A Nobel for history and especially for an economic historian. Claudia Goldin – the first woman to secure a permanent contract in the economics departments of the US universities of Pennsylvania, first, and then Harvard – has won the highest award given by the Bank of Sweden in memory of Alfred Nobel for his investigations “worthy of a detective” on the evolution of women in the labor market throughout the last 200 years. She is the third woman in 54 years to win this prestigious award.
Goldin’s work, as explained by members of the Nobel Foundation, is not so much about suggesting appropriate policies to reduce the gender gap between men and women in the labor market, as describing the phenomenon and trying to understand its causes .
What is your conclusion? Claudia Goldin breaks a cliché that many take for granted: that when there is economic growth, society and the economy move towards gender parity. In reality, this academic has shown that this is not always the case and that the progress of women’s participation in the world of work, as well as the reduction of wage discrimination, take place rather in spurts, “sporadically” and discontinuously.
As explained yesterday by the Nobel committee, one of the most important determinants in the professional career of women is based on the decisions they make in their youth when it comes to training, because they are influenced by family models of previous generations, also compared to their mothers. If their expectations in youth are low, they end up harming their future career in the medium term. Antonio Ciccone, a professor at the German University of Manheim, was part of the jury that awarded Goldin the Frontiers of Knowledge in Economics prize from the BBVA Foundation in 2019. It highlights three main lines of research for the new Nobel. Goldin has shown that, when society was agricultural, a century ago, women participated heavily in the labor market, for example looking after animals on a farm. But with the arrival of industrial society, assembly lines and more physical work, they retreated to the home. Finally, with the development of the service society, its role in the economy increased again, so its trajectory in the labor market has rather followed the shape of a U.
Another of his experiments is that of the orchestra. “It showed that when signing musicians, the simple fact of doing blind auditions (listening to the musical test behind a curtain) substantially increased the presence of women,” explains Ciccone.
But the article that gave him notoriety was The power of the pill: oral contraceptives and women’s career and marriage decisions (with Lawrence Katz). Here Goldin shows how the popularization of the birth control pill radically changed women’s decisions about education, career, and marriage, as women who entered college after the birth of the pill began to prioritizing the professional career and delaying marriage.

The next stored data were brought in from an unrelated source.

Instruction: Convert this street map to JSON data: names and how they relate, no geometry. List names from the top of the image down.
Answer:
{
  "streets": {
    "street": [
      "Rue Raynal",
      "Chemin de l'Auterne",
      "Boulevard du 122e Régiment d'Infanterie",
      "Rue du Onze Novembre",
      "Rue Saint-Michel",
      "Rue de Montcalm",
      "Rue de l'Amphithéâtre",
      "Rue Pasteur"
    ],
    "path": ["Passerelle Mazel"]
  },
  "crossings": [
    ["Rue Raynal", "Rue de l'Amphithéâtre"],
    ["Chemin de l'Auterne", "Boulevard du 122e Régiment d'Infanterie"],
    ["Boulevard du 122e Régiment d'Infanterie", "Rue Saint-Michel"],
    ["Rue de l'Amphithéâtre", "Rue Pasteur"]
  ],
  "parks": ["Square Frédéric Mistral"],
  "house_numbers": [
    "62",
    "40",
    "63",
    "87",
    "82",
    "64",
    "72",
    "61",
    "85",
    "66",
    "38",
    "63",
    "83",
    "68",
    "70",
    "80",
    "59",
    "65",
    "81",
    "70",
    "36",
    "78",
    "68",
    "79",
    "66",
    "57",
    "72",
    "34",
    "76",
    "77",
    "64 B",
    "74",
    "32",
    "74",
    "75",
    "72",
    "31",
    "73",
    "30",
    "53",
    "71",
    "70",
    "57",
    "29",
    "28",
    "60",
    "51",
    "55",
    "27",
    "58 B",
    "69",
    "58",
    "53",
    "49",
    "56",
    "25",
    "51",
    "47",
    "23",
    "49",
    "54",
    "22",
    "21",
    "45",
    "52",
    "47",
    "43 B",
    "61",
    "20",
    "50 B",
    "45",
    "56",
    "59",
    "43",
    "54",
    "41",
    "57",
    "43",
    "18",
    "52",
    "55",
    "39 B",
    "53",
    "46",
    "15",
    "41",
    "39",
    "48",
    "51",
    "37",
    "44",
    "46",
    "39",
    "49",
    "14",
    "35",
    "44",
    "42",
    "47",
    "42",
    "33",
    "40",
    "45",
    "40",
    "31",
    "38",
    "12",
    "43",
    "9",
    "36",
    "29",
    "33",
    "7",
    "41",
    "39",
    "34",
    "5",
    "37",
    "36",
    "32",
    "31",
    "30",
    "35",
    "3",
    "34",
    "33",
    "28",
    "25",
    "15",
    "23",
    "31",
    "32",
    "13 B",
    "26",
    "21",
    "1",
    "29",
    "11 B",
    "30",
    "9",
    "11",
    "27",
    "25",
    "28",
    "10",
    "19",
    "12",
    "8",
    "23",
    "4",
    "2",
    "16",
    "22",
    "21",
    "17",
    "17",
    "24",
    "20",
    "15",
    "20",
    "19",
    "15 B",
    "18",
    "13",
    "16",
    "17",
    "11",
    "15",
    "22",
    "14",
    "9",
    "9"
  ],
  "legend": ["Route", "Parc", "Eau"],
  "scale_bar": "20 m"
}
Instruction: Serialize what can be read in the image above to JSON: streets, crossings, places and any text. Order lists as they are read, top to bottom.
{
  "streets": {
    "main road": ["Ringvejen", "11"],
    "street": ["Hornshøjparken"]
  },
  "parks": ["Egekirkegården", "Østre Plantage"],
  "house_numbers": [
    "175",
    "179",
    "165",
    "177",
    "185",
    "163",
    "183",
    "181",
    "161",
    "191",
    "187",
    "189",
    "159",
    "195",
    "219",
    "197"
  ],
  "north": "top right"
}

“In many studies we don’t see big wage differences when women don’t have children, or don’t take on the responsibility of taking care of household duties,” explained Goldin, who opposes the establishment of female quotas.
In his opinion, “the fundamental change has to do with men more than with women. It is essential that they also assume the responsibility of being aware of what is happening at home, and be the first to tell their bosses that they are not prepared to work extra hours on Sunday and miss their daughter’s soccer game.”